Exercise aim » Show every line in the records below that contains the word "overflow".
# # # # # # #
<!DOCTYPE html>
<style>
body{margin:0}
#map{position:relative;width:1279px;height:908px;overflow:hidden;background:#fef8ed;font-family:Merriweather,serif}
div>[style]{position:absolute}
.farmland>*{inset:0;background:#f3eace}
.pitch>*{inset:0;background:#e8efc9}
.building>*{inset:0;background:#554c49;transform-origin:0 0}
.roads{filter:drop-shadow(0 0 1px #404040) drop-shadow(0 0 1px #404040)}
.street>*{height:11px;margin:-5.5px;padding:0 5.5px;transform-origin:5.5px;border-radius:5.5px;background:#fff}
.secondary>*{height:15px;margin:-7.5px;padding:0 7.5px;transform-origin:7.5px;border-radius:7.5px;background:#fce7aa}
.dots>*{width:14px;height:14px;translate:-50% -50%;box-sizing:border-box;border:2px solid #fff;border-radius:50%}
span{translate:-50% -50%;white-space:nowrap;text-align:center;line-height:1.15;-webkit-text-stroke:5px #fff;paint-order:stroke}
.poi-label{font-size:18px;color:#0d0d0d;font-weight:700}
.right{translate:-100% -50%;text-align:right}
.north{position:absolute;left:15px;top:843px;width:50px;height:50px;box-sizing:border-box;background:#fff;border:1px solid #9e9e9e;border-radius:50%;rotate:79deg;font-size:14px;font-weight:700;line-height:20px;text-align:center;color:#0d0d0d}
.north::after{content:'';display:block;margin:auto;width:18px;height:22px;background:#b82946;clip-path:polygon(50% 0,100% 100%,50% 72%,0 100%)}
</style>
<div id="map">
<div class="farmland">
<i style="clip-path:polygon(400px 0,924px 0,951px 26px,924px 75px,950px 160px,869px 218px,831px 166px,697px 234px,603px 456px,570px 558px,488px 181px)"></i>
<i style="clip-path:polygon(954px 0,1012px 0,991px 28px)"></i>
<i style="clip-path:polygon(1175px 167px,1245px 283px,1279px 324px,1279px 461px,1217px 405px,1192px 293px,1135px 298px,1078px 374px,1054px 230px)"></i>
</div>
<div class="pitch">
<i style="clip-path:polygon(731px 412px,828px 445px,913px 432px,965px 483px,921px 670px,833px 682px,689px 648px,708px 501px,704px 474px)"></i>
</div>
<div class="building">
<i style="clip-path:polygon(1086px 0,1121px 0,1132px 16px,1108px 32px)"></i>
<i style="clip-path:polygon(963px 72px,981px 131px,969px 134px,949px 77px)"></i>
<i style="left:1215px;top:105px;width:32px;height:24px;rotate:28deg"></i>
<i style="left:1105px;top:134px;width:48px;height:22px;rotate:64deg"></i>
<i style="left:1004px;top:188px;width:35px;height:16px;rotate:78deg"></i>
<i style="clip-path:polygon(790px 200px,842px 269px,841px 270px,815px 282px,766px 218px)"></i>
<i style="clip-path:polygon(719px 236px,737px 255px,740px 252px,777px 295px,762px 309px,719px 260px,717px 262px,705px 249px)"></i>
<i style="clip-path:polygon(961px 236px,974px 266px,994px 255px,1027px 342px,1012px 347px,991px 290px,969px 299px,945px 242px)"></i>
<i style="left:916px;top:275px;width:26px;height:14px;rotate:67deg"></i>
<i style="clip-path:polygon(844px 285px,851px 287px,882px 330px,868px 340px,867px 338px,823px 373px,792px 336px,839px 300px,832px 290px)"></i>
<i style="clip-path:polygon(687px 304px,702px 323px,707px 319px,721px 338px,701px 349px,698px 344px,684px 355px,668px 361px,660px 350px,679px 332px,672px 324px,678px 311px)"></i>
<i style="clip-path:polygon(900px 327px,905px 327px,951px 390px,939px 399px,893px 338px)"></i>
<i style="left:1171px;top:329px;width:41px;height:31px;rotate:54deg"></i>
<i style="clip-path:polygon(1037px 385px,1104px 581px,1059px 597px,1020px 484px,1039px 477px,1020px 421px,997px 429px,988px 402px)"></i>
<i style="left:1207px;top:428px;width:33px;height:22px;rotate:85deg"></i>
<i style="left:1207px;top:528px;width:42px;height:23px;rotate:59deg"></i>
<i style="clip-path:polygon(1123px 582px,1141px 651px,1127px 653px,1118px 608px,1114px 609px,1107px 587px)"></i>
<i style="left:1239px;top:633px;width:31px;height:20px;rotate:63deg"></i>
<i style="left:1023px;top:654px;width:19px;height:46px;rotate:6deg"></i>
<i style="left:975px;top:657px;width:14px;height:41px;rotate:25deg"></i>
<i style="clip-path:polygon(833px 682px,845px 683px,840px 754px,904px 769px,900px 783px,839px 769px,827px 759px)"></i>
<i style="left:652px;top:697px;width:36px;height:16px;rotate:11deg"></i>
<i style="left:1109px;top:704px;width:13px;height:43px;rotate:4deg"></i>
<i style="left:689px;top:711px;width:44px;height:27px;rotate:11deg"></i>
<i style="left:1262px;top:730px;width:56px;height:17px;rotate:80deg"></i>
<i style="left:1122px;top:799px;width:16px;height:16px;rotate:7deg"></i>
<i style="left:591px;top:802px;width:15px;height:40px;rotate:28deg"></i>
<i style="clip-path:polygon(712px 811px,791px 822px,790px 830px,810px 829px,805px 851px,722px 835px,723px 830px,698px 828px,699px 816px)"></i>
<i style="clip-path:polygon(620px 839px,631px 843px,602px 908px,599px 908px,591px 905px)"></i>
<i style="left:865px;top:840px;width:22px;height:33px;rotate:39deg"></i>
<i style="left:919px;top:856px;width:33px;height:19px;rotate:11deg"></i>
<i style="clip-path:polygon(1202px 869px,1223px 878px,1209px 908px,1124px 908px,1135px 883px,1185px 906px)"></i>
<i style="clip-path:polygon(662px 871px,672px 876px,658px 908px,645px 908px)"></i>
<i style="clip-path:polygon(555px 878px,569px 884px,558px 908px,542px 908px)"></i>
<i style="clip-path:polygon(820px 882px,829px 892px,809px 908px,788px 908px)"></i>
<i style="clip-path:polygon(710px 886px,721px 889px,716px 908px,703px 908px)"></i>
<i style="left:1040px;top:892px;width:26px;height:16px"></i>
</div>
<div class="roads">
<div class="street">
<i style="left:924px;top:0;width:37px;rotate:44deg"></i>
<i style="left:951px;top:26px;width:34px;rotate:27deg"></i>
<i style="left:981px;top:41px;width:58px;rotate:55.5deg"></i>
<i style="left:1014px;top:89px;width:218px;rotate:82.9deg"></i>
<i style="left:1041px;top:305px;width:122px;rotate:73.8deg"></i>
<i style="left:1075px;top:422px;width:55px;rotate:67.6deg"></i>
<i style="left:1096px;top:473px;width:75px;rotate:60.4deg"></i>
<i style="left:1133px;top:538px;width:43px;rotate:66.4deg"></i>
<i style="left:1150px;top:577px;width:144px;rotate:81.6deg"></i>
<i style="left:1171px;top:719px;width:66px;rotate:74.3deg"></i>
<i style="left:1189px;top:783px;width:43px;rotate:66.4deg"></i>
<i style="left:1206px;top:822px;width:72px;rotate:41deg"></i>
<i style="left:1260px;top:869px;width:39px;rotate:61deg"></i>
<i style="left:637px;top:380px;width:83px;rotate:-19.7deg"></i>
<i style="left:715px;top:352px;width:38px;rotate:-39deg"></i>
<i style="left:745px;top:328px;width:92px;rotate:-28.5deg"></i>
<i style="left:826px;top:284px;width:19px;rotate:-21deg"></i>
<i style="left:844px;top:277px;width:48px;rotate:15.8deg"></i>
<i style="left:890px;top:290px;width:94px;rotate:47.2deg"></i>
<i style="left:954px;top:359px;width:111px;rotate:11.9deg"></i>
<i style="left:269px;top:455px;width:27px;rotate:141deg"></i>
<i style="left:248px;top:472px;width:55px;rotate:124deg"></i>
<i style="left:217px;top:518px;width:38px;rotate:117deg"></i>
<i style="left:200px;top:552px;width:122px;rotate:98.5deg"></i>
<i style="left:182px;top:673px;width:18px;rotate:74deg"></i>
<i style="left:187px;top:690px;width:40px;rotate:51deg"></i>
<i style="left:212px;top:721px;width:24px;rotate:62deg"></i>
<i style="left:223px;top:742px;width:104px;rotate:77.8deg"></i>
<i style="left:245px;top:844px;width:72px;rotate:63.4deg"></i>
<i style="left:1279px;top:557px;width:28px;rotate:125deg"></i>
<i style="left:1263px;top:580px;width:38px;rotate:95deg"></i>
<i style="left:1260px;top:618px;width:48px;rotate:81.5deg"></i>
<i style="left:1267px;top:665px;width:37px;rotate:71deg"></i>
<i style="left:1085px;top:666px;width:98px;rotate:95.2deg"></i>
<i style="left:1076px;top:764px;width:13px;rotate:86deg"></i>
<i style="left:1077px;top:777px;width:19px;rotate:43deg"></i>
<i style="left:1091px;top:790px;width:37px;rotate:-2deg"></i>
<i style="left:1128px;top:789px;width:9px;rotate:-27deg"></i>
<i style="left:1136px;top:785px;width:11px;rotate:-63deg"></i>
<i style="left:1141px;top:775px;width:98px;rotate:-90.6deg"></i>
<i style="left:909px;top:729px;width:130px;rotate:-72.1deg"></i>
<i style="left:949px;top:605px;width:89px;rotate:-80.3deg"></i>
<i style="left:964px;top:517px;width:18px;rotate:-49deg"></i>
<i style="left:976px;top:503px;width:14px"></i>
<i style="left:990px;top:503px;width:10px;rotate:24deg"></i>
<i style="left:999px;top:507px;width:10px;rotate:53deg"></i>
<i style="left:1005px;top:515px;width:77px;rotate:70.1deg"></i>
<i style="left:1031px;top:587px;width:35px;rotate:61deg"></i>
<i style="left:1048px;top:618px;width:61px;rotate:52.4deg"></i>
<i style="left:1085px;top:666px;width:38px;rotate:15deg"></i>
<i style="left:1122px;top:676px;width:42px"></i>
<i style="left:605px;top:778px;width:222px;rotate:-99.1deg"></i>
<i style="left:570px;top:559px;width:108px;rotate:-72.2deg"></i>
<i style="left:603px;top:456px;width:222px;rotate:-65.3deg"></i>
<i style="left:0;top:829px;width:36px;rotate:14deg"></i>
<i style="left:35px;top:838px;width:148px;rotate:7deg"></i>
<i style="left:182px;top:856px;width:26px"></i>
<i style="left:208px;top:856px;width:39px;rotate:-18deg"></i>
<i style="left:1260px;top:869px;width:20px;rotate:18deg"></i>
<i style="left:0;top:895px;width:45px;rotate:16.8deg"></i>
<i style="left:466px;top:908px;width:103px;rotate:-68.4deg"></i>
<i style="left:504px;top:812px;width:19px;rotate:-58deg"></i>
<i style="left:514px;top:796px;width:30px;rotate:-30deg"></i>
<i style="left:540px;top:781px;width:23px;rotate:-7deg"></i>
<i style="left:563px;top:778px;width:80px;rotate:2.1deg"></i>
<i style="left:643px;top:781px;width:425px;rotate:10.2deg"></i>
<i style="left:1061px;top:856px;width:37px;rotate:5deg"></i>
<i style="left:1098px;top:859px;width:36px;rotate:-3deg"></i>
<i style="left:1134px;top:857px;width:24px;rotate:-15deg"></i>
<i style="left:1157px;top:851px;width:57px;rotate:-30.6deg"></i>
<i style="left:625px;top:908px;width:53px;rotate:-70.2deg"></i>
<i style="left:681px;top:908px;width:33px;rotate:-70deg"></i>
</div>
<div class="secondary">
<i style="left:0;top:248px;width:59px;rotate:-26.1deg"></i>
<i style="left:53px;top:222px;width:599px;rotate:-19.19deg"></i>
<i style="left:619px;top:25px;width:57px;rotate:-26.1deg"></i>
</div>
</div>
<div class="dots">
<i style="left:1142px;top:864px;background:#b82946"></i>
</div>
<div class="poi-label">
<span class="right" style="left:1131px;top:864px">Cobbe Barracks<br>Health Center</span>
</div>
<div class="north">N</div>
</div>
# # # # # # #
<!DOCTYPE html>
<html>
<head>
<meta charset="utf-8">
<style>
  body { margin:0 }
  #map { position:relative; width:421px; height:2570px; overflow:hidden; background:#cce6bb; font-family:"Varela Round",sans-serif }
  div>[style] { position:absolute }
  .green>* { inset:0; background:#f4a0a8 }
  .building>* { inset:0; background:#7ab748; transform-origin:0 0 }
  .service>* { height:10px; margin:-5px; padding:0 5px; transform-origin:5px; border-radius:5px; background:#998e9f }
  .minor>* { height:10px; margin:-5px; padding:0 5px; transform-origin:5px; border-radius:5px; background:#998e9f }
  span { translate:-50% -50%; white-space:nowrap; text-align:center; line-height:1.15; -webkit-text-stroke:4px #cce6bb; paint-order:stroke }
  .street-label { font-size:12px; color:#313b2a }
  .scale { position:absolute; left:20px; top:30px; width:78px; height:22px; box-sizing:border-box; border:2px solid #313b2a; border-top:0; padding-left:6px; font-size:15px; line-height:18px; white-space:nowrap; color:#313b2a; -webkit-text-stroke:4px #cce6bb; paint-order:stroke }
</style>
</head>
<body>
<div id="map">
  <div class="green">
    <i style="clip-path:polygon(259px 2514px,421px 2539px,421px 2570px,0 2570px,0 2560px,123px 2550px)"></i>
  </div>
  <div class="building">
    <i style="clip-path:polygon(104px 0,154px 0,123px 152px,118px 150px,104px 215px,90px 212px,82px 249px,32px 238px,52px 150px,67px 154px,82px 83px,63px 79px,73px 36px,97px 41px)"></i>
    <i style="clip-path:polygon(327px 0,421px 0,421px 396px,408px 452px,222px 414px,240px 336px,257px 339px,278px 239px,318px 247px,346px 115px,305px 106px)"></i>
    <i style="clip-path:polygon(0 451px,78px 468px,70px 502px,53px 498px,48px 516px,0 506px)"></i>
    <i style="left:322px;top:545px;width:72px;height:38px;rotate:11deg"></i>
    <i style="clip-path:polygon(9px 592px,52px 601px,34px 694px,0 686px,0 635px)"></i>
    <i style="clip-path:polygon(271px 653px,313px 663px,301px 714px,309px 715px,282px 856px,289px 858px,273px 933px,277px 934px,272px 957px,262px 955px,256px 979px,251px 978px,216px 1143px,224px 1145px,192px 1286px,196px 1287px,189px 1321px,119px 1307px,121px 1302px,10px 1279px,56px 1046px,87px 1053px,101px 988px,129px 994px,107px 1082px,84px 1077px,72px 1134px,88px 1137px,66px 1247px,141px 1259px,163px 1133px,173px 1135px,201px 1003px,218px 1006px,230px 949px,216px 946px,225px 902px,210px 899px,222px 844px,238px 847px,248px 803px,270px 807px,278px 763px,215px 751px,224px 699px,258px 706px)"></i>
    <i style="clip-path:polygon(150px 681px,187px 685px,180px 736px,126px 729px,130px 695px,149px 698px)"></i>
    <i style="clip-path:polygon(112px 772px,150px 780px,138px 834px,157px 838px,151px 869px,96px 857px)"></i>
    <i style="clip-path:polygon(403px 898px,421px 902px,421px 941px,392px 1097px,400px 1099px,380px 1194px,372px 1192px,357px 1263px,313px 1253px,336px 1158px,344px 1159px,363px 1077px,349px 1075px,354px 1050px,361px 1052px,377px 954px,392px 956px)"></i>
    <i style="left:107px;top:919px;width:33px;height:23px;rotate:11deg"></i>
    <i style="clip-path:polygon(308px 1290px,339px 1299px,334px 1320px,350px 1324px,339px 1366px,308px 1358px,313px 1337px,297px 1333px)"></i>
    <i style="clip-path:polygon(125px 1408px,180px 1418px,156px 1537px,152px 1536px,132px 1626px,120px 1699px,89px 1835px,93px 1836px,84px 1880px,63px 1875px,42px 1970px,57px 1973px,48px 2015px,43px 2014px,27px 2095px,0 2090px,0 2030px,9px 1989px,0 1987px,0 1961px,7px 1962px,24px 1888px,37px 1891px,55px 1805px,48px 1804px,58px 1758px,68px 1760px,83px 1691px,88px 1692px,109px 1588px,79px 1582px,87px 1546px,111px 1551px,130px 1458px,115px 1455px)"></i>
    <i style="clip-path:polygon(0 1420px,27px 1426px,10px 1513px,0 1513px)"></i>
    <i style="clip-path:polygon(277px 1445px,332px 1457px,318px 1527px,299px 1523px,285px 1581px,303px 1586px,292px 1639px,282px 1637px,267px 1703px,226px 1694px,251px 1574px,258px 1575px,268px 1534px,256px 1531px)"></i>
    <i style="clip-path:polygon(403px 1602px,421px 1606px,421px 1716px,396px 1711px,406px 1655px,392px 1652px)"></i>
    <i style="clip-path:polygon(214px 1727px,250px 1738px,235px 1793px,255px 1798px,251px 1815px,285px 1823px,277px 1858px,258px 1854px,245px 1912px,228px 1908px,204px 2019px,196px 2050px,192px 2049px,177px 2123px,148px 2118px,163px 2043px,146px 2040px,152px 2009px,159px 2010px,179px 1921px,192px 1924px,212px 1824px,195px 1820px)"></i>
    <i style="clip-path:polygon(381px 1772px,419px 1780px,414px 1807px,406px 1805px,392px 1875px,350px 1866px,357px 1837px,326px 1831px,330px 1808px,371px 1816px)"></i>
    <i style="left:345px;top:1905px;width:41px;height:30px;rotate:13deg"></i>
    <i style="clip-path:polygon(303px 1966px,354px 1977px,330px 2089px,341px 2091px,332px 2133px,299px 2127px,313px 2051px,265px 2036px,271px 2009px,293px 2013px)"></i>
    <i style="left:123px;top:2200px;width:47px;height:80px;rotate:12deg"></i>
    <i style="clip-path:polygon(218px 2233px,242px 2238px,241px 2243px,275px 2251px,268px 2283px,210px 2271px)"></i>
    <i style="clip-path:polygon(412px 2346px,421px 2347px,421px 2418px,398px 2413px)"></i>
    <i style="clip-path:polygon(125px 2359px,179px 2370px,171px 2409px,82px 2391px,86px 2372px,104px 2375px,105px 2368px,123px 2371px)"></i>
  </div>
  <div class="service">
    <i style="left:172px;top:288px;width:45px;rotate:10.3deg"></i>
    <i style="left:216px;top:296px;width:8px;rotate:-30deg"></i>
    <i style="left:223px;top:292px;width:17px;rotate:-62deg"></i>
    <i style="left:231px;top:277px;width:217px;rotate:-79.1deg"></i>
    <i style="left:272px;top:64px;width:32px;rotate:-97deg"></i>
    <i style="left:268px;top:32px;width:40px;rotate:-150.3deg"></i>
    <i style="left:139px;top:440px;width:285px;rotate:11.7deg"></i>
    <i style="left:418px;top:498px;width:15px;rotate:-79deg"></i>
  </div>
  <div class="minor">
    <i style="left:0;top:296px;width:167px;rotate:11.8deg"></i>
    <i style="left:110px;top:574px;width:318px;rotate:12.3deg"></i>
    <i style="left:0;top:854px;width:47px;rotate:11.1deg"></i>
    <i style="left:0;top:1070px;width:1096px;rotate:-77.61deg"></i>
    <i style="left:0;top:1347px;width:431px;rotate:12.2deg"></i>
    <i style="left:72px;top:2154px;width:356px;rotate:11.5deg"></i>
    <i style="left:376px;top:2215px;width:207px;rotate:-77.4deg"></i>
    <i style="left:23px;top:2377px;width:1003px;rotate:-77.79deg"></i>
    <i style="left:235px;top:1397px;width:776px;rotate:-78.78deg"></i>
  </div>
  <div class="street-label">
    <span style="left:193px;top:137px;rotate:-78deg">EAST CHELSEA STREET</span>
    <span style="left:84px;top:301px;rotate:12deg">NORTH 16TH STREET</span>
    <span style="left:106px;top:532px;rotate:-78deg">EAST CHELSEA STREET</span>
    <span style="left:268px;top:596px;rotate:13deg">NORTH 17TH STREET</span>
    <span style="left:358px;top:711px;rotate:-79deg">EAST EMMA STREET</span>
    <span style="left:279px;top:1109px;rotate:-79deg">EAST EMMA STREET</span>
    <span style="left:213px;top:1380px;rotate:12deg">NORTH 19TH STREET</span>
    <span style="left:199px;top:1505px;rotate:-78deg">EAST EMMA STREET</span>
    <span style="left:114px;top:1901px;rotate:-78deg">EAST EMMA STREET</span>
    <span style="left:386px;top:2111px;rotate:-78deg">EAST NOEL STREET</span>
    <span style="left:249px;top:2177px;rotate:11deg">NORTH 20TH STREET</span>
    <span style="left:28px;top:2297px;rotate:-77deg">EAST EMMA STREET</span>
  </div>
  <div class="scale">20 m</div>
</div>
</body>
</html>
# # # # # # #
Answer to the problem »
#map{position:relative;width:1279px;height:908px;overflow:hidden;background:#fef8ed;font-family:Merriweather,serif}
  #map { position:relative; width:421px; height:2570px; overflow:hidden; background:#cce6bb; font-family:"Varela Round",sans-serif }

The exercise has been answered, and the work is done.